BERLIM – O ano de 2017 marcará o 40º aniversário da publicação de A Era da Incerteza de John Kenneth Galbraith. Quarenta anos é muito tempo, mas vale a pena olharmos para trás e lembrar-nos daquilo que Galbraith e os seus leitores consideravam ser incerto.

Em 1977, quando Galbraith escreveu, o mundo recuperava ainda dos efeitos do primeiro choque petrolífero da OPEP, e perguntava-se se sofreria mais algum (como sofreu). Os Estados Unidos confrontavam-se com o abrandamento do crescimento e aceleração da inflação, ou estagflação, um problema novo que levantou questões sobre a competência dos responsáveis políticos e a adequabilidade dos seus modelos económicos.
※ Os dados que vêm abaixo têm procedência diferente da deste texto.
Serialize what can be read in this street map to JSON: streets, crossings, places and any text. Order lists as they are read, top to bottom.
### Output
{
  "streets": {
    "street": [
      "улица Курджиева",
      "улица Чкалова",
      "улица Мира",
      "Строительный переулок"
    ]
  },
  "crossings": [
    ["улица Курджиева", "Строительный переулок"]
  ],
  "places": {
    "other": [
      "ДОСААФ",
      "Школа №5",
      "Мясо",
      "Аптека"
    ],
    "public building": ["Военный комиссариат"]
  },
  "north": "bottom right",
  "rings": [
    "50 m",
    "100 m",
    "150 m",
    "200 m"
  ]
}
Entretanto, os esforços para reconstruir o sistema monetário internacional de Bretton Woods ruíram, lançando uma sombra sobre as perspectivas para o comércio internacional e para o crescimento económico global.

Por todas estas razões, a idade de ouro da estabilidade e previsibilidade do terceiro quartel do século XX parecia ter terminado bruscamente, para ser seguida por um período de incerteza grandemente ampliada.

Era este o aspecto das coisas em 1977. Vista da perspectiva de 2017, contudo, a incerteza de 1977 parece quase invejável. Em 1977, não havia Presidente Donald Trump. Jimmy Carter pode não ter ficado na história como um dos melhores presidentes dos EUA, mas não ameaçou tomar medidas que colocassem em risco todo o sistema global. Não virou costas aos compromissos internacionais da América, como a NATO e a Organização Mundial do Comércio.